Failed modernisation in the Philippines


Slow progress: Workers plant rice in Los Banos town, in the Laguna province. The Philippines agriculture and fisheries sector remains far from modernised, according to experts. — AFP

OVER 26 years ago, Congress passed Republic Act No. 8435, known as the Agriculture and Fisheries Modernisation Act or Afma.

One would expect that two and a half decades later, we should be seeing palpable improvement and modernisation in our farm and fisheries sector.

But a recent assessment by the country’s foremost think tank, the Philippine Institute for Development Studies, asserts that our agriculture and fisheries sector remains far from modernised.

Indeed, not a few Filipinos probably feel that outcomes on farmers’ incomes and welfare, and food availability and accessibility including prices, point to retrogression rather than modernisation.

It shows that enacting laws is far from enough to achieve their declared lofty goals.
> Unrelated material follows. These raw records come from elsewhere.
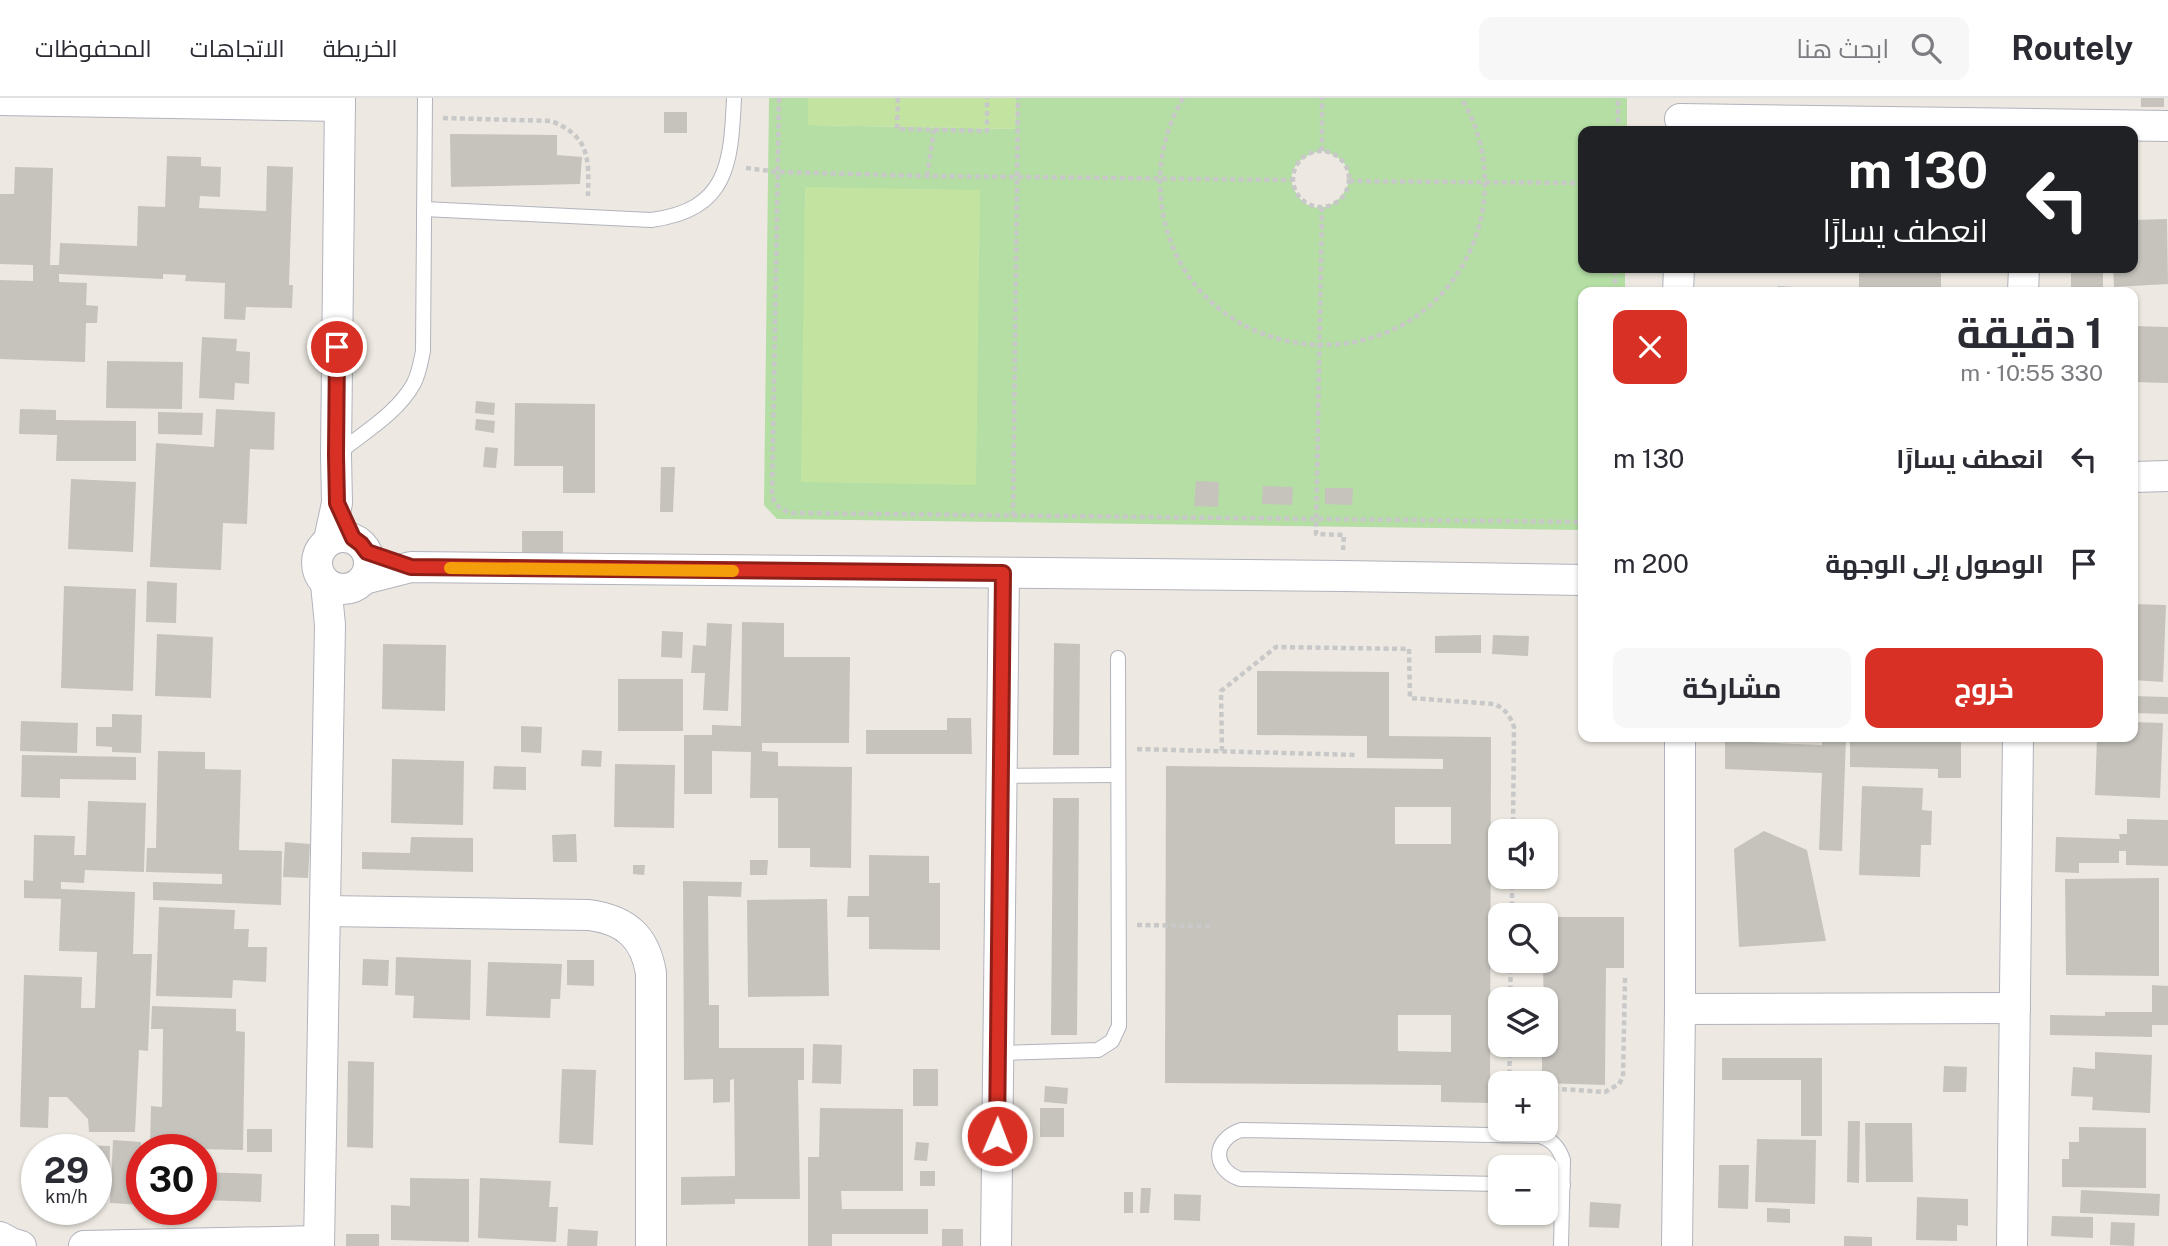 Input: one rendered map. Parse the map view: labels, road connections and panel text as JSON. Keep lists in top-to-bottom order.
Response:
{
  "page": {
    "header": "Routely",
    "search": "ابحث هنا",
    "nav": ["الخريطة", "الاتجاهات", "المحفوظات"],
    "turn": ["130 m", "انعطف يسارًا"],
    "heading": ["1 دقيقة", "330 m · 10:55"],
    "list": [
      {
        "name": "انعطف يسارًا",
        "value": "130 m"
      },
      {
        "name": "الوصول إلى الوجهة",
        "value": "200 m"
      }
    ],
    "buttons": ["خروج", "مشاركة"],
    "map_buttons": ["+", "−"],
    "speed": "29 km/h",
    "limit": "30"
  }
}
And in a country where laws have been cynically described as mere suggestions, Afma feels like a painful joke.

Over the weekend, I was at a lunch table with seasoned and venerable figures in Philippine agriculture ranging in age from the 70s to 90s, all of them fellow members of the Coalition for Agriculture Modernisation in the Philippines (Camp).
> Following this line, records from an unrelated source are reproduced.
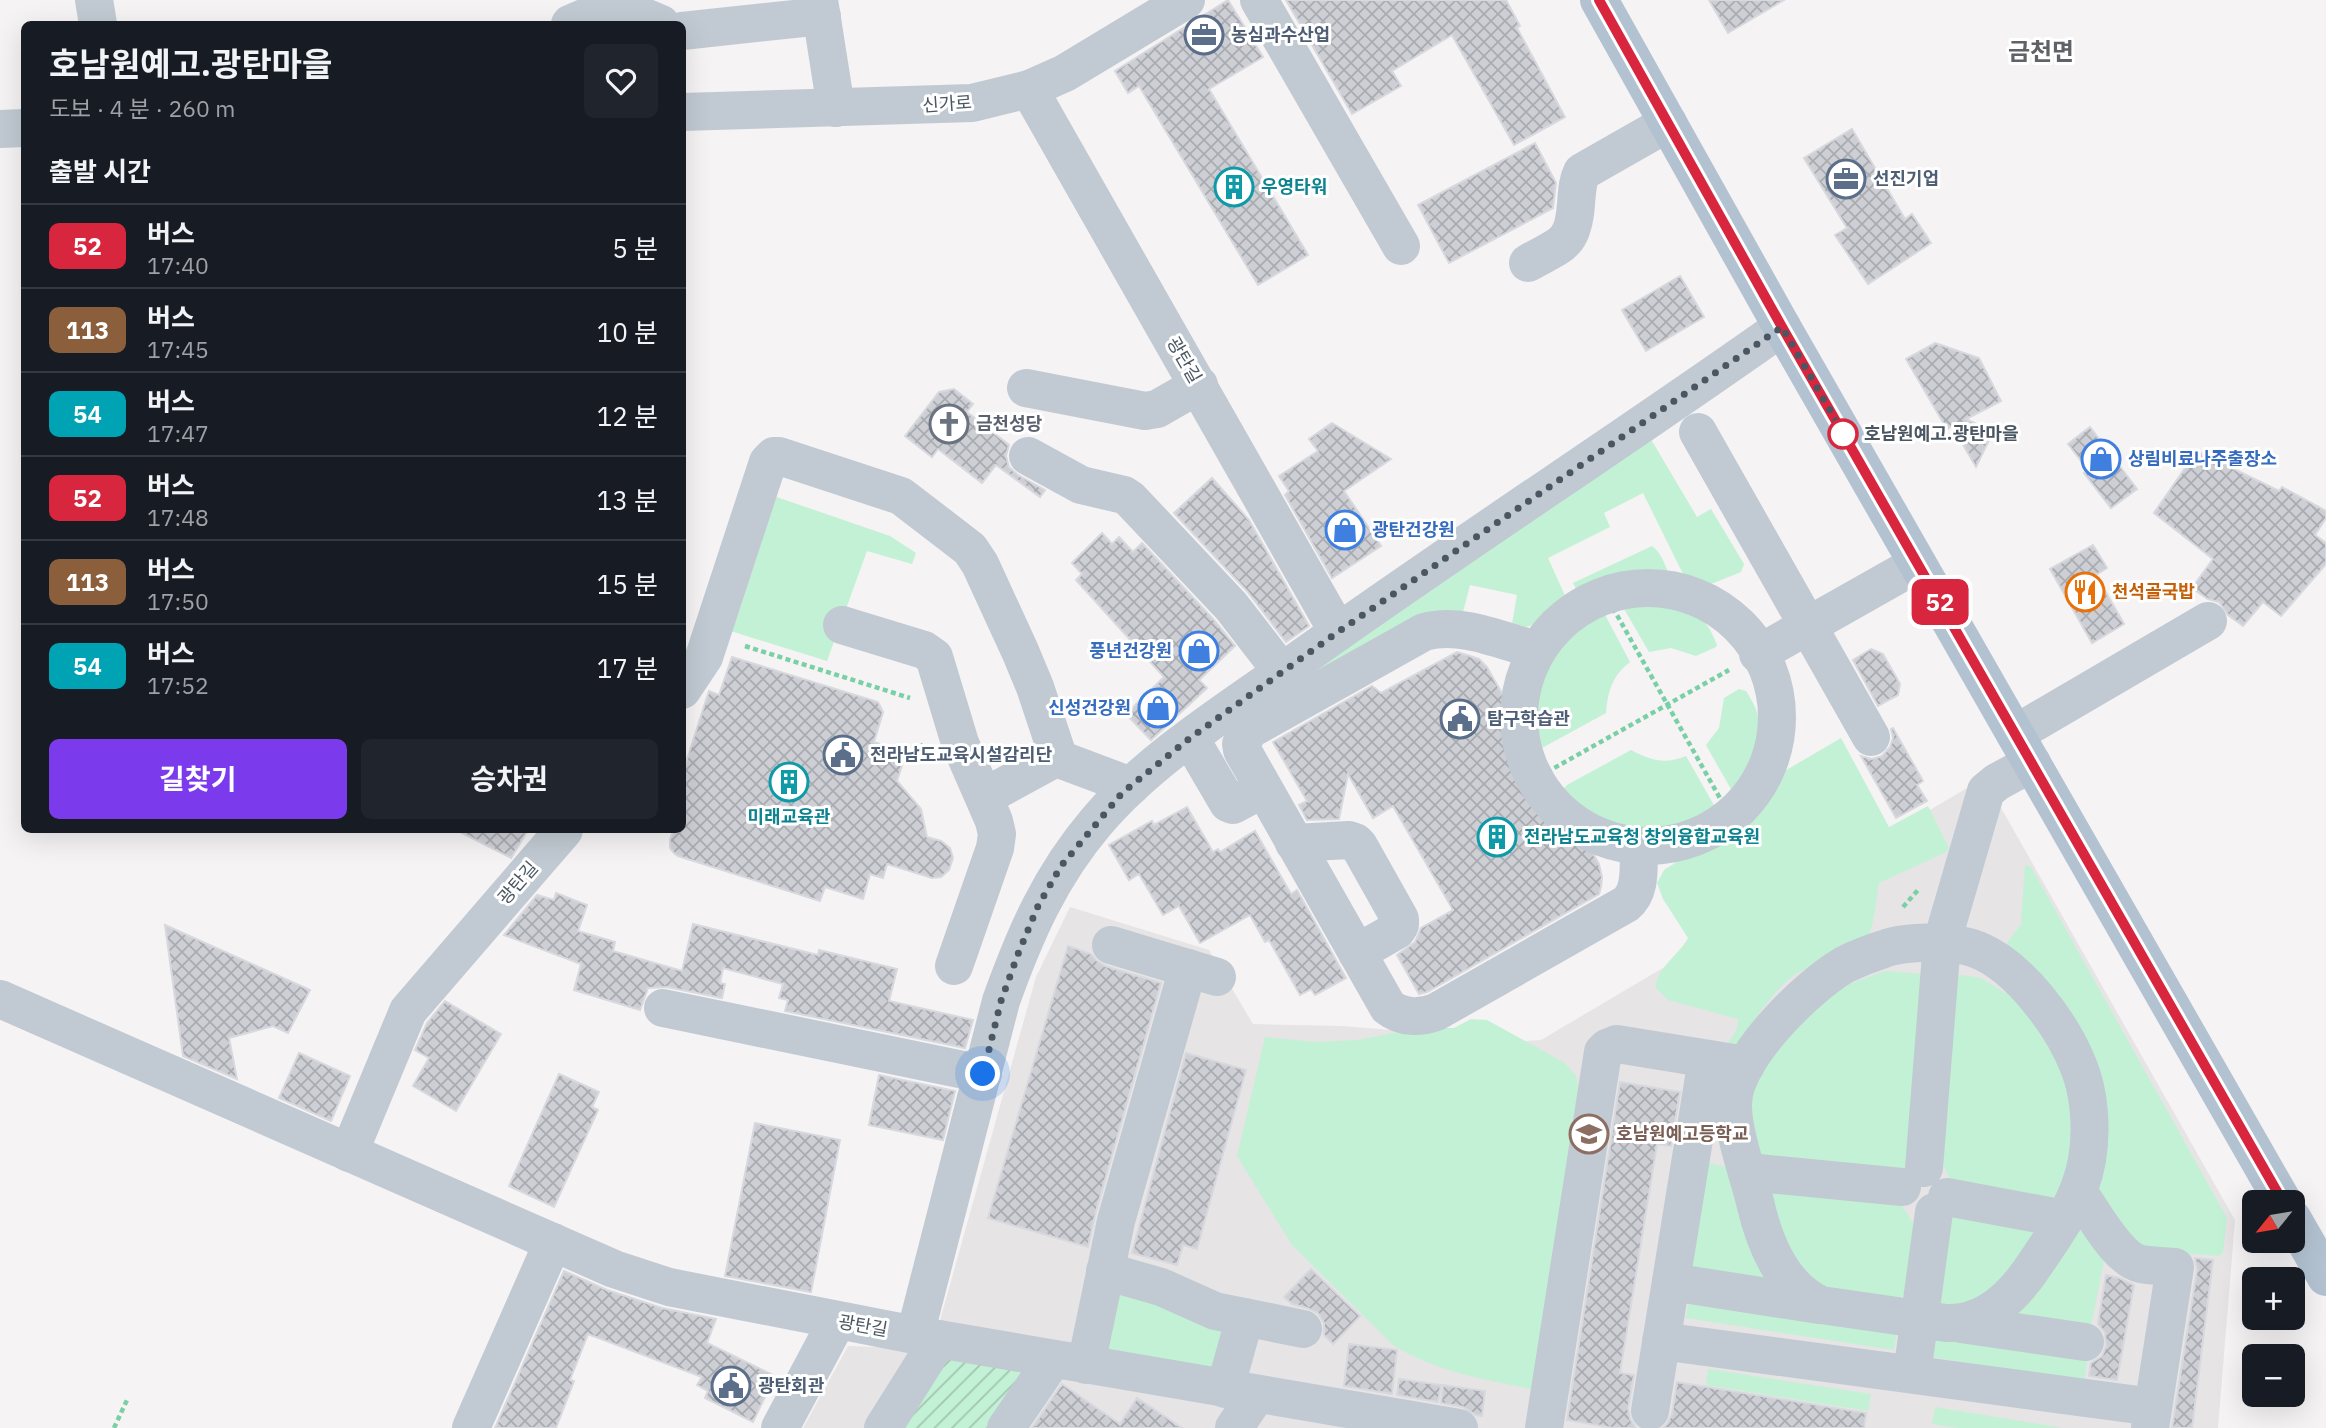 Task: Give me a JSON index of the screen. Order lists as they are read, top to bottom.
{
  "streets": {
    "street": ["신가로", "광탄길"]
  },
  "crossings": [
    ["신가로", "광탄길"]
  ],
  "districts": ["금천면"],
  "places": {
    "office": ["농심과수산업", "선진기업"],
    "building": ["우영타워", "미래교육관", "전라남도교육청 창의융합교육원"],
    "church": ["금천성당"],
    "other": ["호남원예고.광탄마을"],
    "shop": [
      "상림비료나주출장소",
      "광탄건강원",
      "풍년건강원",
      "신성건강원"
    ],
    "restaurant": ["천석골국밥"],
    "public building": ["탐구학습관", "전라남도교육시설감리단", "광탄회관"],
    "school or university": ["호남원예고등학교"]
  },
  "lines": ["bus line 52"],
  "north": "bottom left",
  "page": {
    "on_map": "52",
    "heading": [
      ["호남원예고.광탄마을", "도보 · 4 분 · 260 m"],
      "출발 시간"
    ],
    "list": [
      {
        "mark": "52",
        "name": "버스",
        "note": "17:40",
        "value": "5 분"
      },
      {
        "mark": "113",
        "name": "버스",
        "note": "17:45",
        "value": "10 분"
      },
      {
        "mark": "54",
        "name": "버스",
        "note": "17:47",
        "value": "12 분"
      },
      {
        "mark": "52",
        "name": "버스",
        "note": "17:48",
        "value": "13 분"
      },
      {
        "mark": "113",
        "name": "버스",
        "note": "17:50",
        "value": "15 분"
      },
      {
        "mark": "54",
        "name": "버스",
        "note": "17:52",
        "value": "17 분"
      }
    ],
    "buttons": ["길찾기", "승차권"],
    "map_buttons": ["+", "−"]
  }
}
They all studied at the University of the Philippines Los Banos (UPLB), indisputably the country’s knowledge capital in agriculture, and devoted decades of their professional lives to pursuing the sector’s modernisation.

I posed to them the question: “Is Philippine agriculture now modern?” Not one answered in the affirmative.
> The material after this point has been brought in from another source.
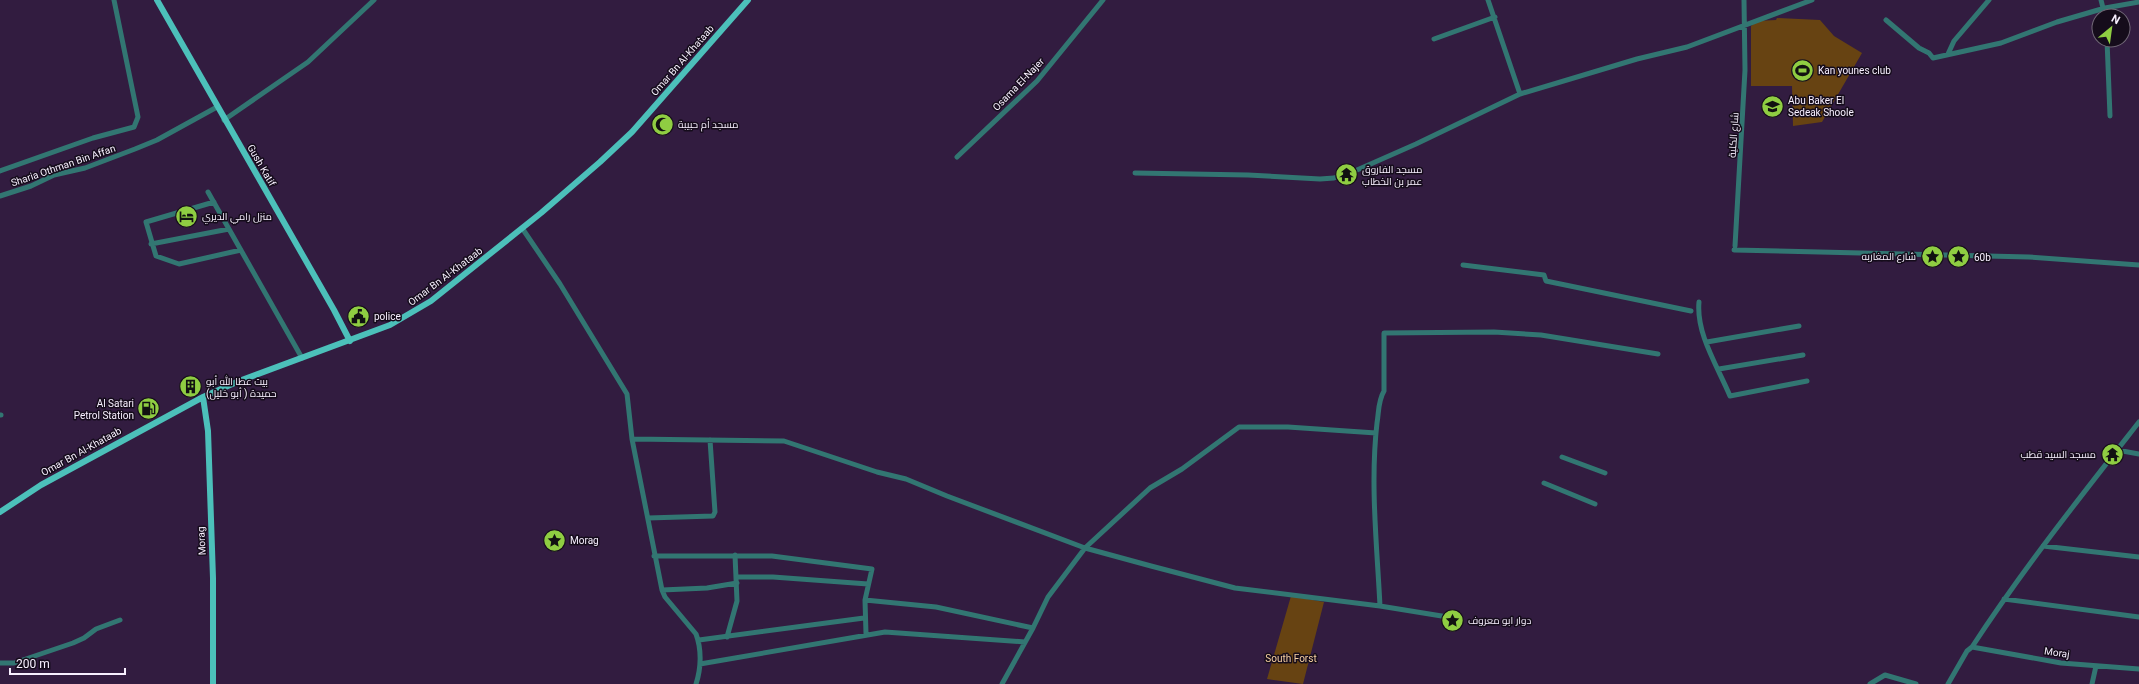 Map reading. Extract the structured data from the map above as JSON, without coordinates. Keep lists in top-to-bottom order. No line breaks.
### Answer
{"streets":{"main road":["Omar Bn Al-Khataab","Gush Katif","Morag"],"street":["Osama El-Najer","شارع الكلية","Sharia Othman Bin Affan","Moraj"]},"crossings":[["Omar Bn Al-Khataab","Gush Katif"],["Omar Bn Al-Khataab","Morag"],["Sharia Othman Bin Affan","Gush Katif"]],"parks":["South Forst"],"places":{"sports":["Kan younes club"],"school or university":["Abu Baker El Sedeak Shoole"],"mosque":["مسجد أم حبيبة"],"temple":["مسجد الفاروق عمر بن الخطاب","مسجد السيد قطب"],"hotel":["منزل رامي الديري"],"place":["شارع المغاربه","60b","Morag","دوار ابو معروف"],"public building":["police"],"building":["بيت عطا الله أبو حميدة ( أبو خليل)"],"fuel station":["Al Satari Petrol Station"]},"scale_bar":"200 m","north":"top right"}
National scientist Dr Emil Q. Javier clarified that there are “pockets of modernisation” out there, and singled out the pineapple and banana export industries in Mindanao as examples.

He was quick to note that our most modern agriculture industries appear to be those where the government largely keeps its hands off.

In stark contrast, those with the heaviest government intervention, namely rice, coconut, and sugar – all of which have distinct institutions focused on them - are the most backward and troubled.

It seems a glaring anomaly that the more the government gets involved in an industry, the worse it performs.

For his part, biotechnology expert and champion Dr Ben Peczon doesn’t see a coherent plan guiding our agricultural authorities’ actions.

Others retorted that on the contrary, there have been numerous plans.

But Camp president Dr Eufemio Rasco, a major author of the National Agriculture and Fisheries Modernisation and Industrialisation Plan 2021-2030, is wondering what happened to it, as nothing is being heard about it now from top agriculture officials.Dr Mario Labadan, whose company AgriSpecialist Inc has long successfully put science to good use in industry, lamented how the government itself is undermining his substantial missionary investment to commercialise UPLB’s proven Bio-N microbial fertiliser.

He asks, “Where is the sense in government pushing farmers to favour imported fertilisers over far environmentally friendlier Bio-N, at three times the cost?” Someone cynically replied that there’s more money to be made (i.e. by less-than-honest officials) from large import procurements than from pushing homegrown inputs, even if demonstrably superior.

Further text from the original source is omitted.